If you have any questions on particular details here, feel free to reach out to me (varunsharma.us@gmail.com) and I'll be happy to answer any questions!

Note: Currently PCfun has been tested on Linux and Mac. I'll be working to test it for Windows soon (and perhaps create Docker version if dependencies are incompatible with Windows for some reason.)

Installation

For installation you need to install the PCfun package and then download the required data files (embedding and pretrained supervised models)

1) After having installed Github Desktop or some flavor of Git so that you can use Git from terminal, clone the pcfun repo to your place of choice.

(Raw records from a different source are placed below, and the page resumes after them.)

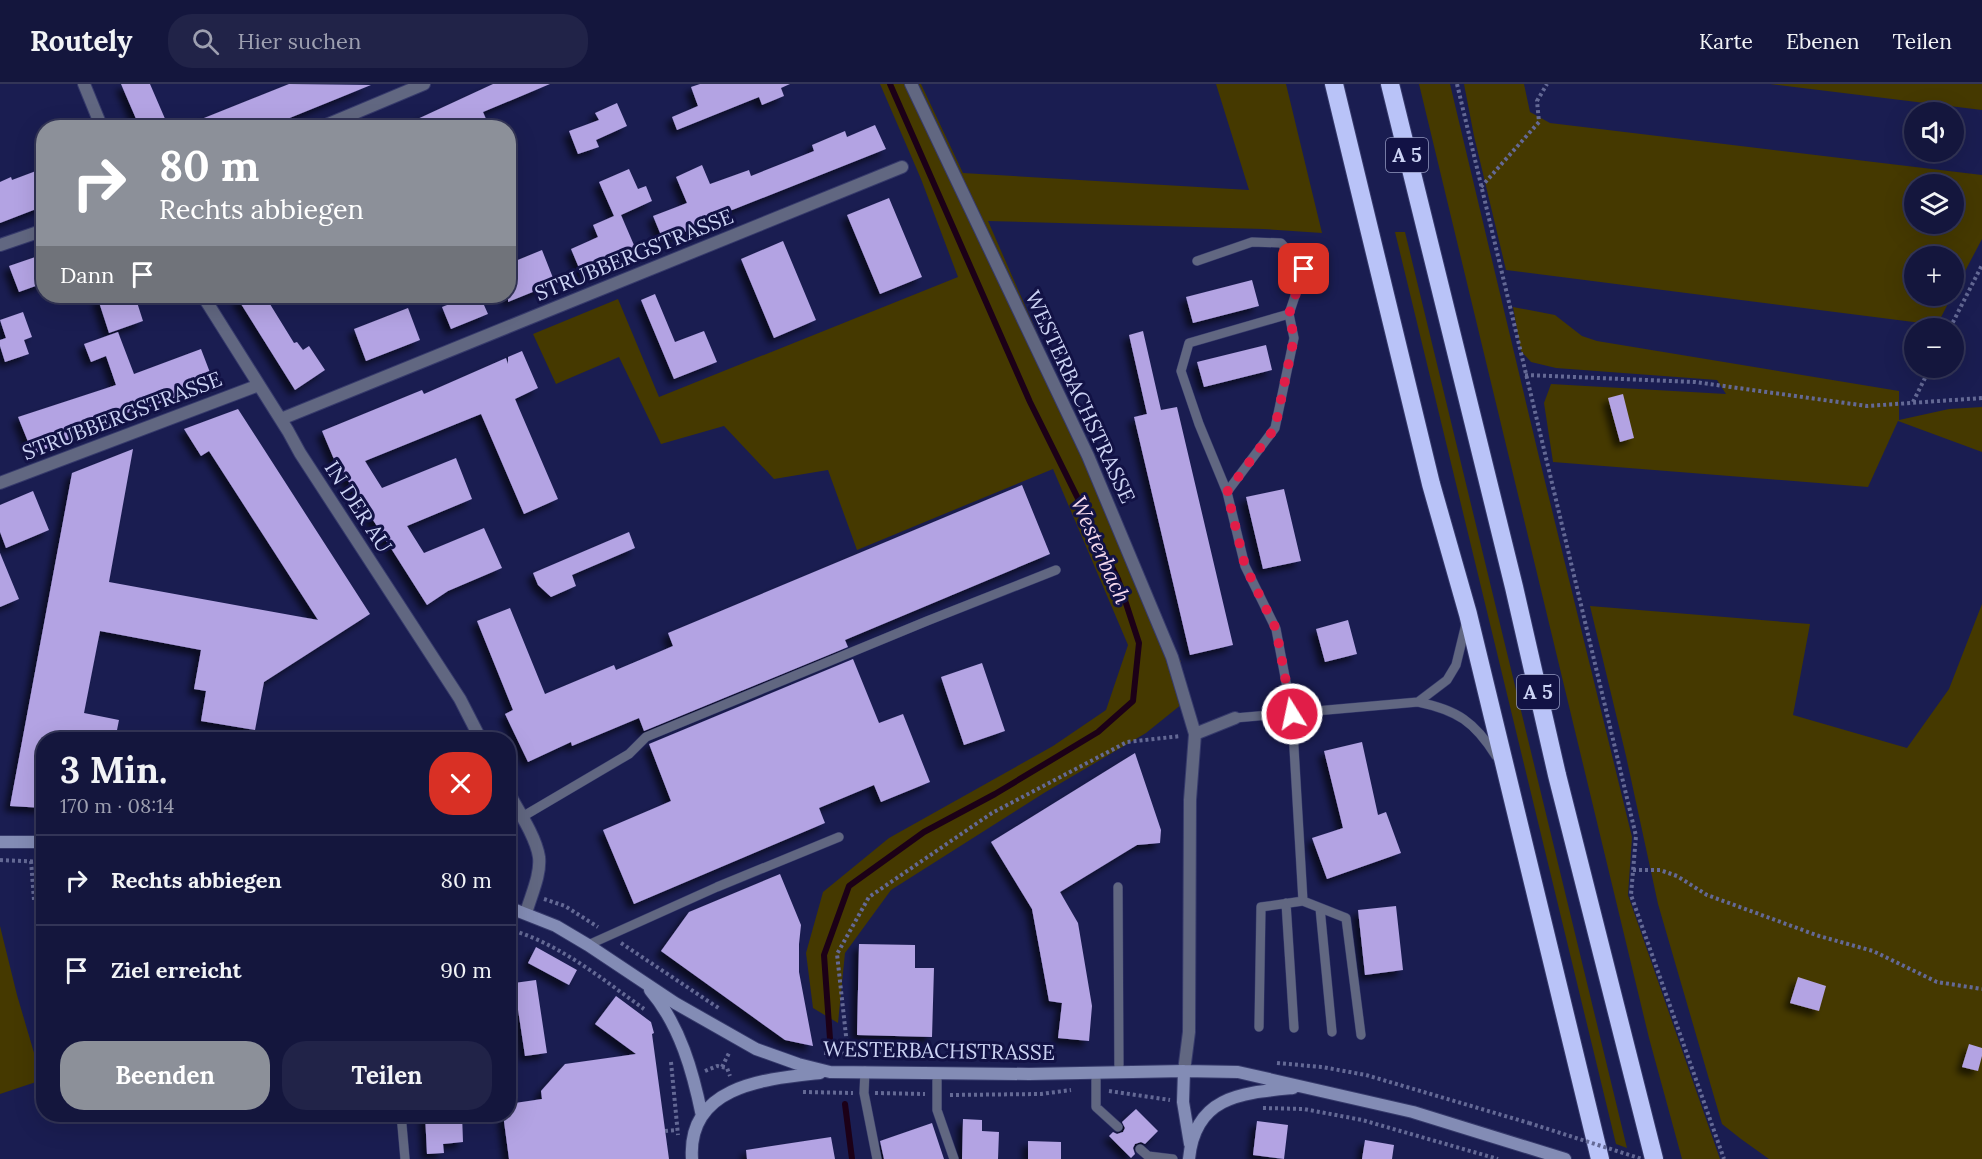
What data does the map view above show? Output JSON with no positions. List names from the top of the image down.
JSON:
{
  "streets": {
    "highway": ["A 5"],
    "main road": ["WESTERBACHSTRASSE"],
    "street": ["STRUBBERGSTRASSE", "IN DER AU"]
  },
  "crossings": [
    ["STRUBBERGSTRASSE", "IN DER AU"]
  ],
  "water": ["Westerbach"],
  "page": {
    "header": "Routely",
    "search": "Hier suchen",
    "nav": ["Karte", "Ebenen", "Teilen"],
    "map_buttons": ["+", "−"],
    "turn": ["80 m", "Rechts abbiegen"],
    "then": "Dann",
    "heading": ["3 Min.", "170 m · 08:14"],
    "list": [
      {
        "name": "Rechts abbiegen",
        "value": "80 m"
      },
      {
        "name": "Ziel erreicht",
        "value": "90 m"
      }
    ],
    "buttons": ["Beenden", "Teilen"]
  }
}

For example in a folder called "Github" (that you manually create or Github Desktop has created for you. Whichever you prefer!) do the following:

mkdir Example # This is an example dummy folder. Just for reference I have a Github folder in my Documents folder on Mac
cd Example
mkdir Github
cd Github
git clone https://github.com/sharmavaruns/PCfun.git
cd PCfun

2) Recommended to use conda/miniconda for installing a new python3 environment

conda create --name PCfun python=3.7.7

3) Activate created conda environment then pip install PCfun

  • For pygraphviz to work (which is used for visualizing GO graphs), graphviz needs to be installed. Therefore you need to first install pygraphviz separately.
  • Then install the PCfun package and the relevant dependencies should be installed
conda activate PCfun
pip install pygraphviz==1.5 --install-option="--include-path=/usr/include/graphviz" --install-option="--library-path=/usr/lib/graphviz/"
### Note: "--include-path=/usr/include/graphviz" allows graphviz to be installed with pygraphviz
### This should cause graphviz to be downloaded to "/usr/lib/graphviz/" by default
### If you have independently installed graphviz, please direct the install command for pygraphviz accordingly

### NOTE: In case you are having trouble installing graphviz with the above commands you might need to install graphviz via brew:
brew install graphviz

### Now install PCfun and the rest of its dependencies with the following
### Note: ensure that you're current directory is in the "PCfun" directory that you've cloned
pip install .

4) After installing the dependencies, download the required PCfun data files (word embedding + trained supervised Random Forest classifiers)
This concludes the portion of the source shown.